Table of Contents
Hue is a graphical user interface to operate and develop applications for Apache Hadoop. Hue applications are collected into a desktop-style environment and delivered as a Web application, requiring no additional installation for individual users.
This guide describes how to install and configure a Hue tarball. For information about installing Hue packages, see Installing Hue.
There is also a companion SDK guide that describes how to develop new Hue applications: Hue SDK Documentation
Conventions Used in this Guide:
root
permission have a #
command prompt.
root
permission have a $
command prompt.
The following instructions describe how to install the Hue tarball on a multi-node cluster. You need to also install Hadoop and its satellite components (Oozie, Hive…) and update some Hadoop configuration files before running Hue.
Hue consists of a web service that runs on a special node in your cluster. Choose one node where you want to run Hue. This guide refers to that node as the Hue Server. For optimal performance, this should be one of the nodes within your cluster, though it can be a remote node as long as there are no overly restrictive firewalls. For small clusters of less than 10 nodes, you can use your existing master node as the Hue Server.
You can download the Hue tarball here: http://gethue.com/category/release/
Hue employs some Python modules which use native code and requires certain development libraries be installed on your system. To install from the tarball, you must have the following installed:
Table 1. Required Dependencies
Redhat | Ubuntu 10.04 | Ubuntu 12.04/14.04 |
---|---|---|
gcc | gcc | gcc |
g++ | g++ | g++ |
libxml2-devel | libxml2-dev | libxml2-dev |
libxslt-devel | libxslt-dev | libxslt-dev |
cyrus-sasl-devel | libsasl2-dev | libsasl2-dev |
cyrus-sasl-gssapi | libsasl2-modules-gssapi-mit | libsasl2-modules-gssapi-mit |
mysql-devel | libmysqlclient-dev | libmysqlclient-dev |
python-devel | python-dev | python-dev |
python-setuptools | python-setuptools | python-setuptools |
sqlite-devel | libsqlite3-dev | libsqlite3-dev |
ant | ant | ant |
libsasl2-dev | cyrus-sasl-devel | libsasl2-dev |
libsasl2-modules-gssapi-mit | cyrus-sasl-gssapi | libsasl2-modules-gssapi-mit |
libkrb5-dev | krb5-devel | libkrb5-dev |
libtidy-0.99-0 | libtidy | libtidy-0.99-0 (For unit tests only) |
mvn | mvn (From maven2 package or tarball) | mvn (From maven2/maven3 package or tarball) |
openldap-dev / libldap2-dev | openldap-devel | libldap2-dev |
The full list is here: https://github.com/cloudera/hue#development-prerequisites
Configure $PREFIX
with the path where you want to install Hue by running:
$ PREFIX=/usr/share make install $ cd /usr/share/hue
You can install Hue anywhere on your system, and run Hue as a non-root user.

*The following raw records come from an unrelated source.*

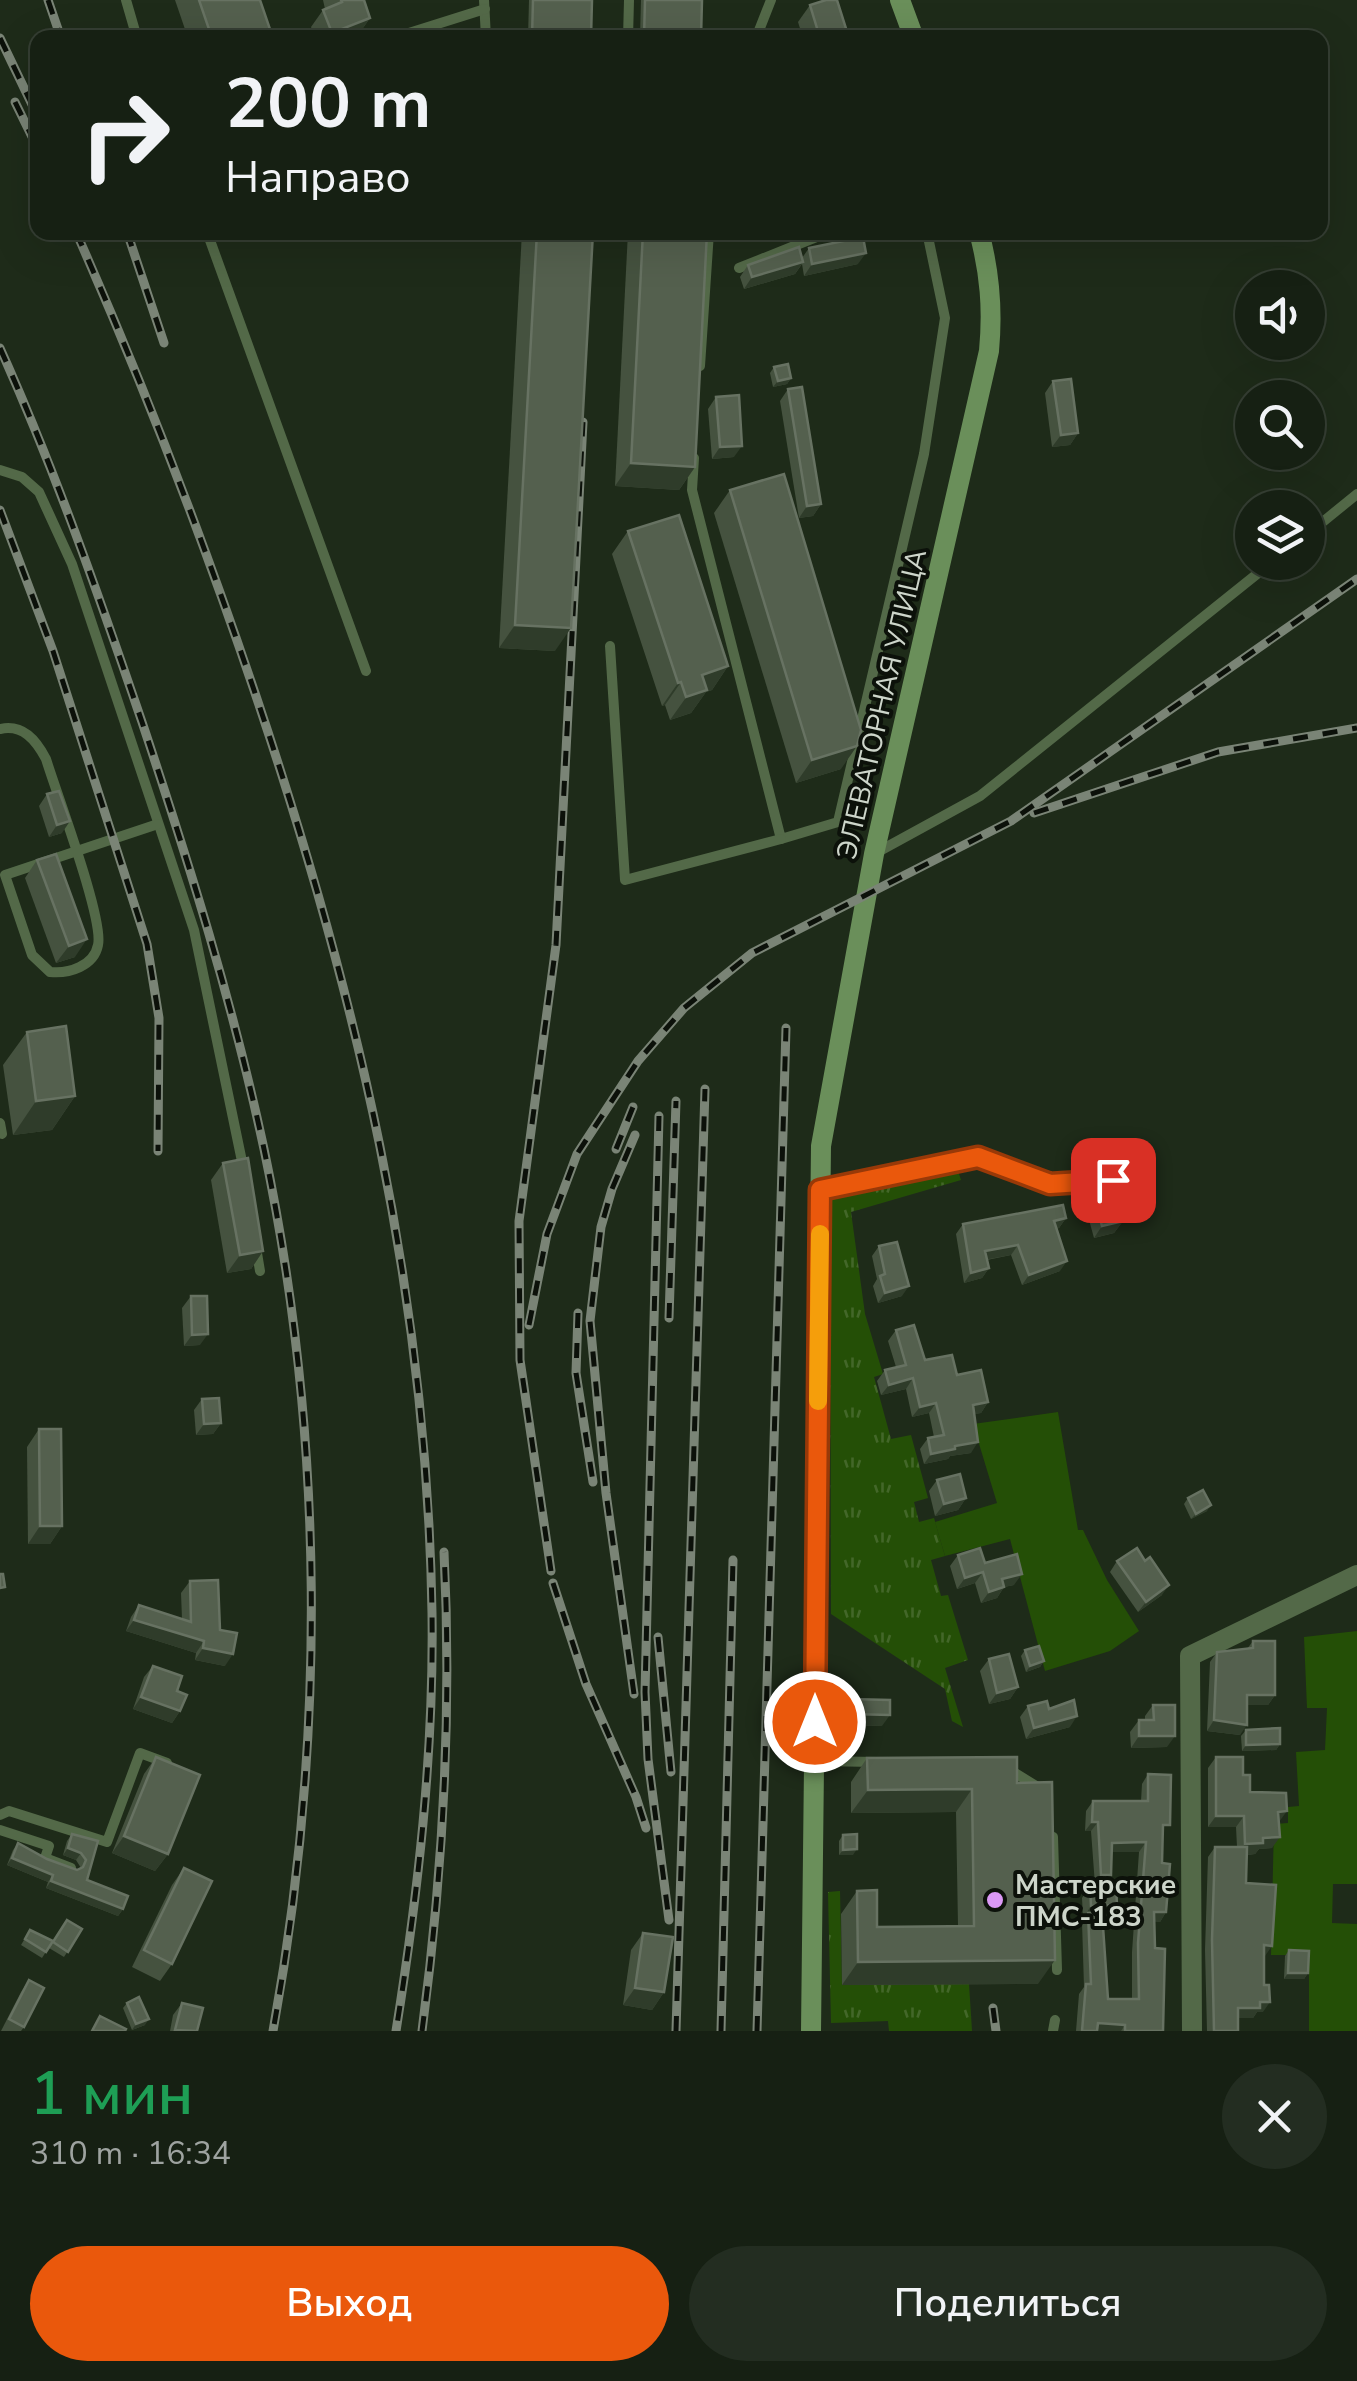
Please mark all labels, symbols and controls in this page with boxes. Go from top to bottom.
text: 200 m [225,56,431,152]
icon: right [60,70,190,200]
text: Направо [225,147,411,208]
map controls [1235,270,1325,580]
button: sound [1235,270,1325,360]
button: search [1235,380,1325,470]
button: layers [1235,490,1325,580]
street label: ЭЛЕВАТОРНАЯ УЛИЦА [828,545,936,863]
pin [1071,1138,1156,1223]
icon: arrive [1086,1153,1141,1208]
position arrow [763,1670,867,1774]
place label: Мастерские ПМС-183 [1015,1866,1176,1936]
marker: Мастерские ПМС-183 [984,1889,1006,1911]
text: 1 мин [30,2053,193,2135]
button: close [1222,2064,1327,2169]
text: 310 m · 16:34 [30,2132,231,2175]
button: Выход [30,2246,669,2361]
button: Поделиться [689,2246,1327,2361]

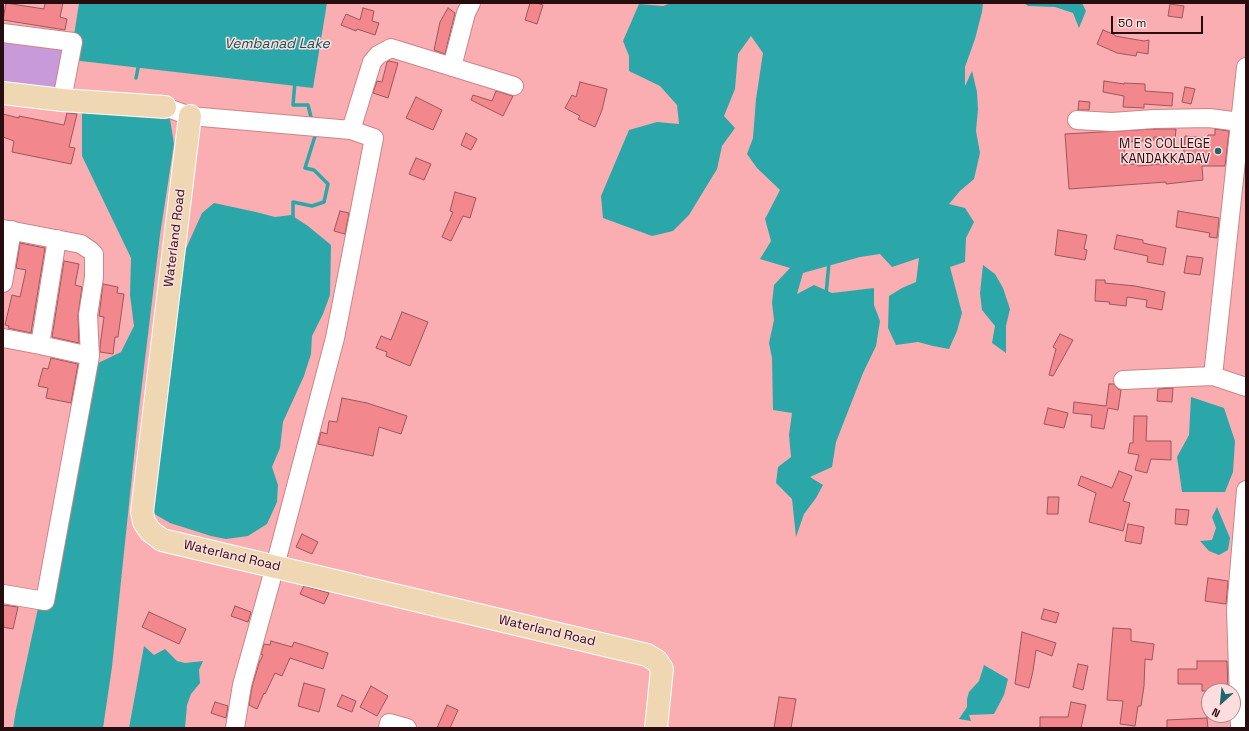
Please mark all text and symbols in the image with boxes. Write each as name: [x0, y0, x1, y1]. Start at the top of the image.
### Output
scale bar: [1113, 8, 1205, 34]
text: 50 m: [1118, 15, 1146, 31]
water label: Vembanad Lake: [224, 36, 330, 52]
place label: M E S COLLEGE KANDAKKADAV: [1119, 136, 1210, 167]
marker: M E S COLLEGE KANDAKKADAV: [1213, 146, 1223, 156]
street label: Waterland Road: [161, 188, 189, 288]
street label: Waterland Road: [182, 537, 282, 575]
street label: Waterland Road: [497, 612, 597, 650]
north arrow: [1201, 683, 1241, 723]
text: N: [1210, 705, 1222, 721]

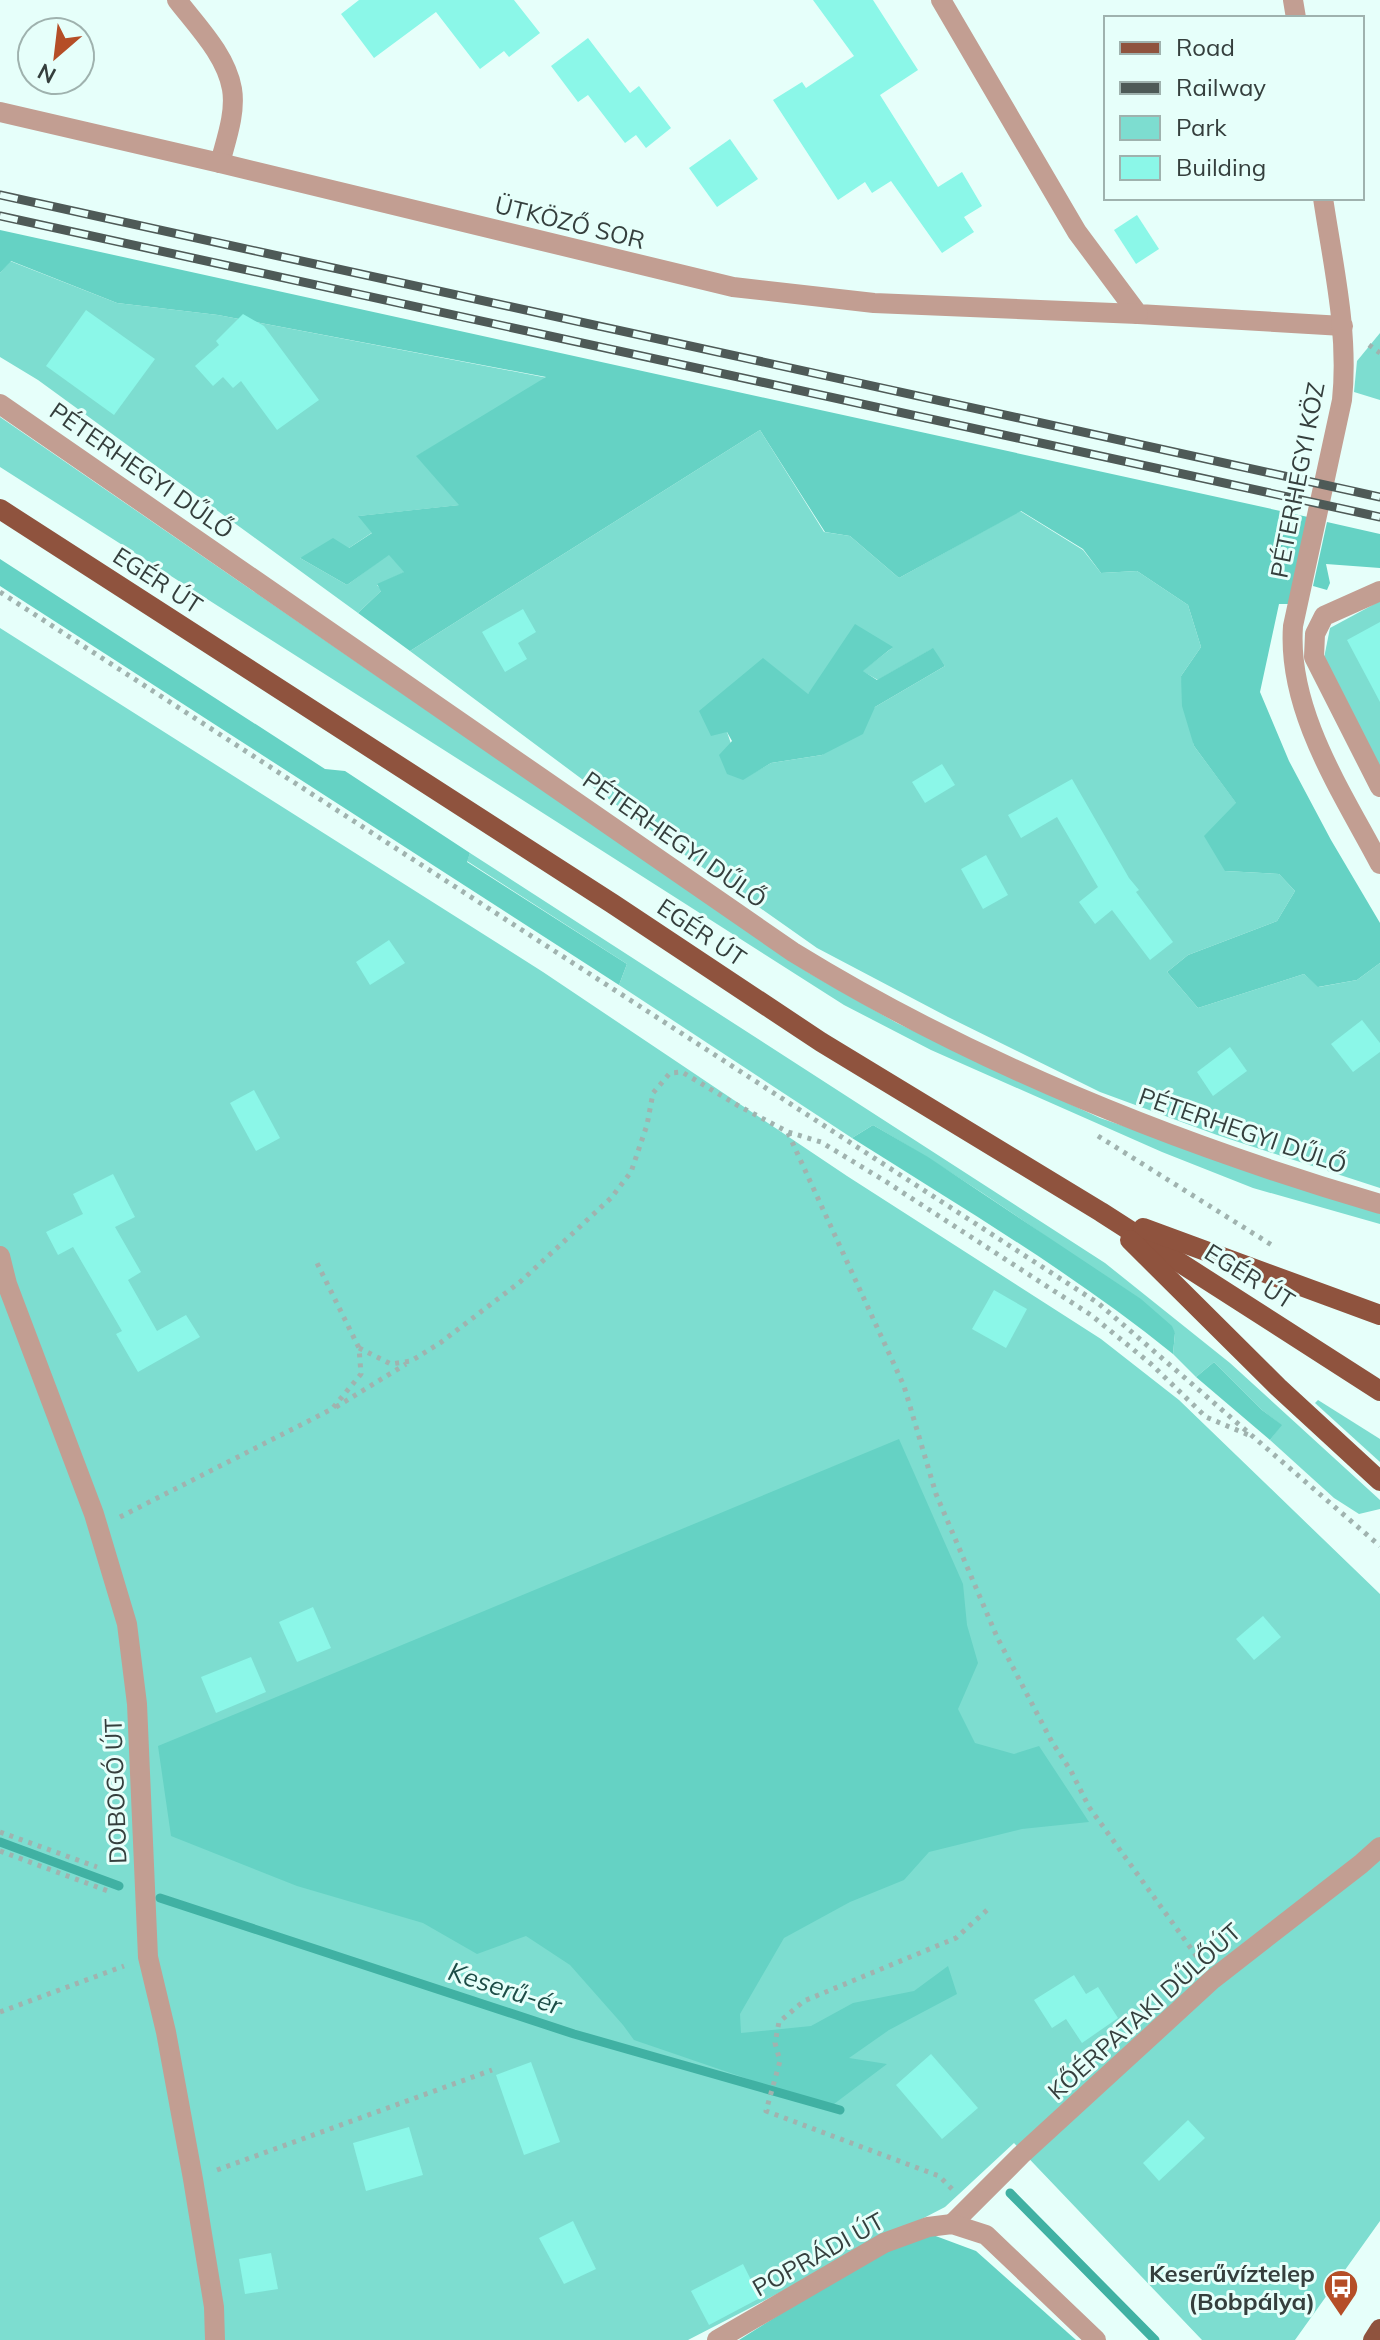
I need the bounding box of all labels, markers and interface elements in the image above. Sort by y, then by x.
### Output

The Shell application needs root privileges to launch various sub-processes as
the logged in users. $USER
should be the group of the user running Hue (same as
its username).
It is a good practice to create a new user for Hue and either install Hue in
that user’s home directory, or in a directory within /usr/share
.
Q: I moved my Hue installation from one directory to another and now Hue no. longer functions correctly.
A: Due to the use of absolute paths by some Python packages, you must run a series of commands if you move your Hue installation. In the new location, run:
$ rm app.reg $ rm -r build $ make apps
Q: Why does "make install" compile other pieces of software? A: In order to ensure that Hue is stable on a variety of distributions and architectures, it installs a Python virtual environment which includes its dependencies. This ensures that the software can depend on specific versions of various Python libraries and you don’t have to be concerned about missing software components.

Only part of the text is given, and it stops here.